XXXII

Tratado de ciencias ocultas

 

Y la portera, después de haber ido a la botica a recoger los medicamentos prescritos por el doctor Poulain, aplazó para el día siguiente su consulta con la señora Fontaine, pensando que iba a encontrarse con las facultades del oráculo más claras, más frescas, presentándose allí de buena mañana, antes que todos los demás, ya que generalmente había un gentío en casa de la señora Fontaine.

Después de haber sido durante cuarenta años la antagonista de la célebre señorita Lenormand, a quien, por otra parte, había sobrevivido, la señora Fontaine era en esta época el oráculo del Marais.
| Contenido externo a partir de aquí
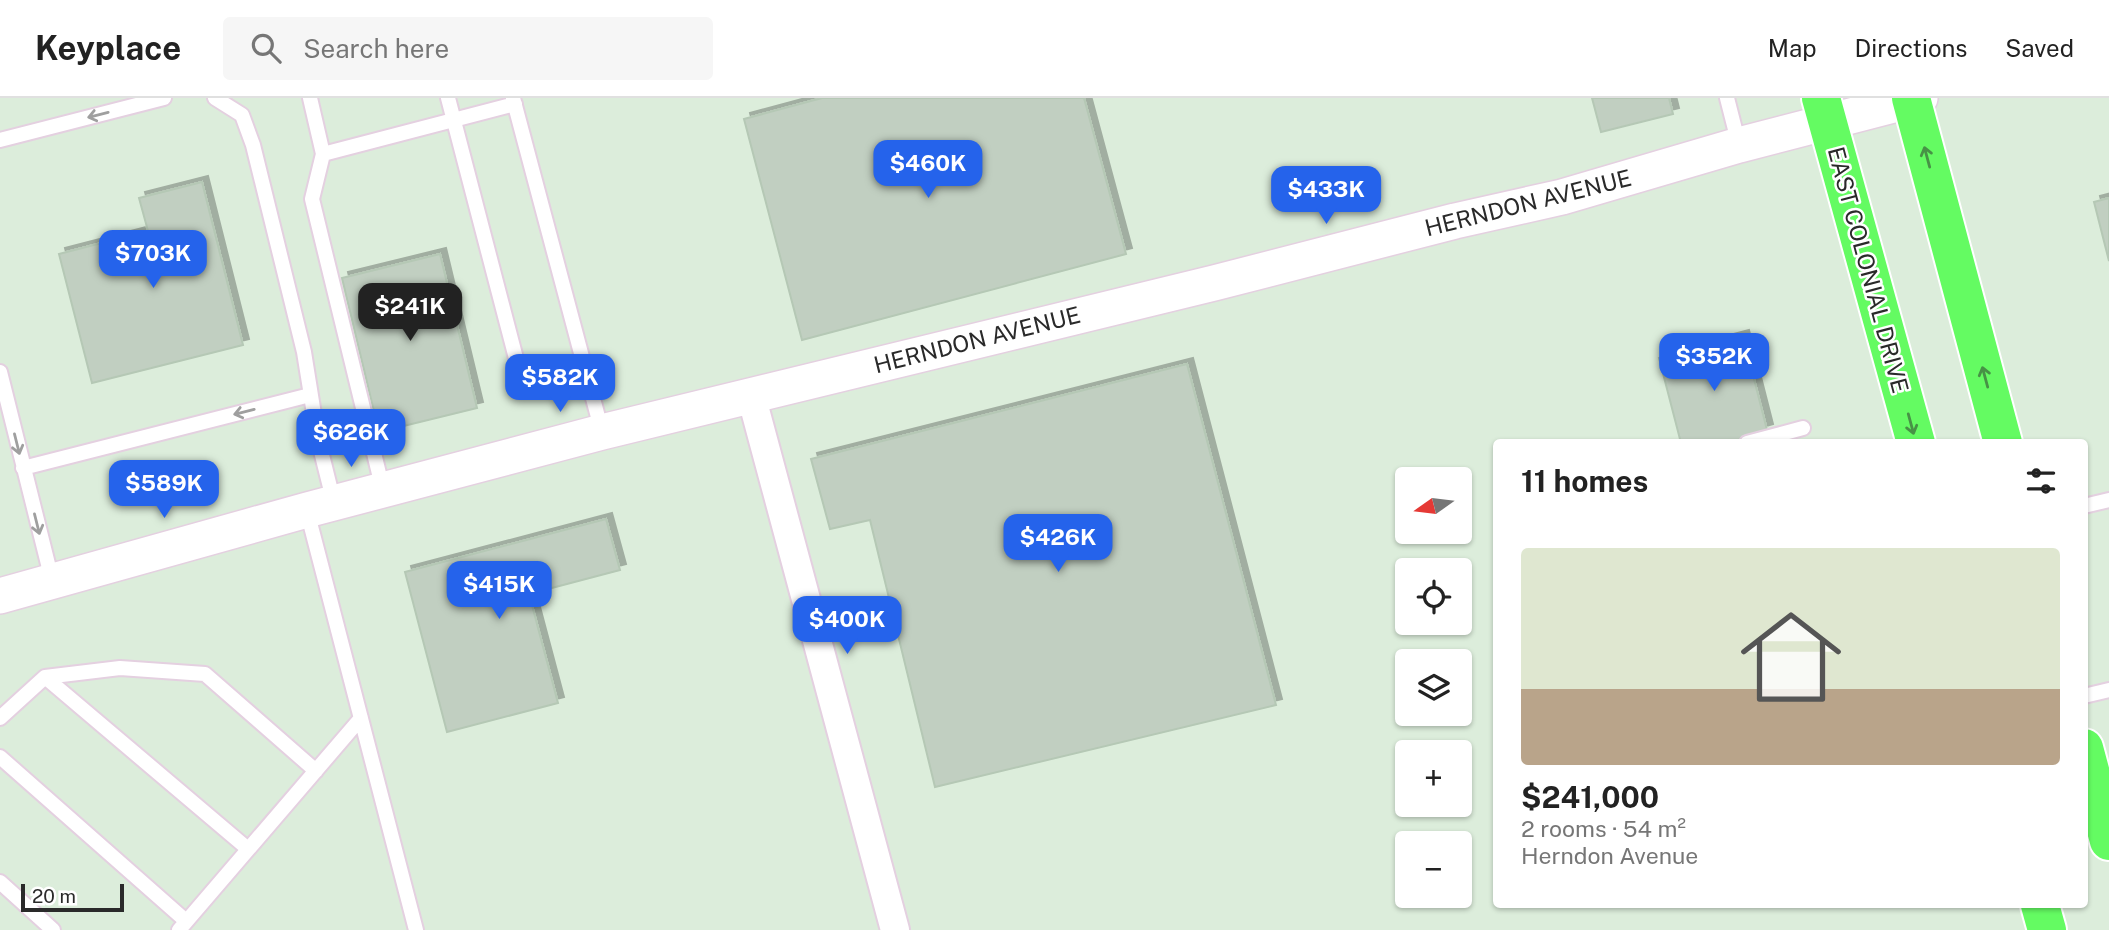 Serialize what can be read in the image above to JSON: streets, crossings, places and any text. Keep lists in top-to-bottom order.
{
  "streets": {
    "highway": ["EAST COLONIAL DRIVE"],
    "street": ["HERNDON AVENUE"]
  },
  "crossings": [
    ["HERNDON AVENUE", "EAST COLONIAL DRIVE"]
  ],
  "scale_bar": "20 m",
  "north": "left",
  "page": {
    "header": "Keyplace",
    "search": "Search here",
    "nav": ["Map", "Directions", "Saved"],
    "price": [
      "$460K",
      "$433K",
      "$703K",
      "$241K",
      "$352K",
      "$582K",
      "$626K",
      "$589K",
      "$426K",
      "$415K",
      "$400K"
    ],
    "heading": "11 homes",
    "map_buttons": ["+", "−"],
    "list": [
      {
        "name": "$241,000",
        "note": "2 rooms · 54 m² · Herndon Avenue"
      }
    ],
    "scale": "20 m"
  }
}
No puede ni imaginarse lo que son las echadoras de cartas para las clases inferiores parisienses, ni la inmensa influencia que ejercen sobre las decisiones de las personas sin instrucción; ya que las cocineras, las porteras, las mujeres entretenidas, las obreras, todos los que en París viven de esperanzas, consultan a los seres privilegiados que poseen el extraño e inexplicable poder de leer en el porvenir. La creencia en las ciencias ocultas está mucho más extendida de lo que se imaginan los sabios, los abogados, los notarios, los médicos, los magistrados y los filósofos. El pueblo tiene instintos indelebles. Entre estos instintos, el que tan neciamente es conocido con el nombre de superstición, se encuentra tanto en la sangre del pueblo como en el instinto de las personas superiores. Más de un hombre de Estado consulta, en París, a las echadoras de cartas. Para los incrédulos, la astrología judiciaria (dos palabras que parecen tan absolutamente incompatibles) no es más que la explotación de un sentimiento innato, uno de los más fuertes de nuestra naturaleza, la curiosidad. Los incrédulos niegan, pues, totalmente las relaciones que la adivinación establece entre el destino humano y la configuración que se obtiene por los siete u ocho medios principales que componen la astrología judiciaria. Pero con las ciencias ocultas ha ocurrido lo que con tantos efectos naturales que rechazan las personas despreocupadas y los filósofos materialistas, es decir, los que se atienen exclusivamente a los hechos visibles, concretos, a los resultados de la retorta o de las balanzas de la física y de la química modernas; estas ciencias, subsisten, continúan su camino; pero, sin progresar, ya que, desde hace unos dos siglos, su cultivo ha sido abandonado por los espíritus privilegiados.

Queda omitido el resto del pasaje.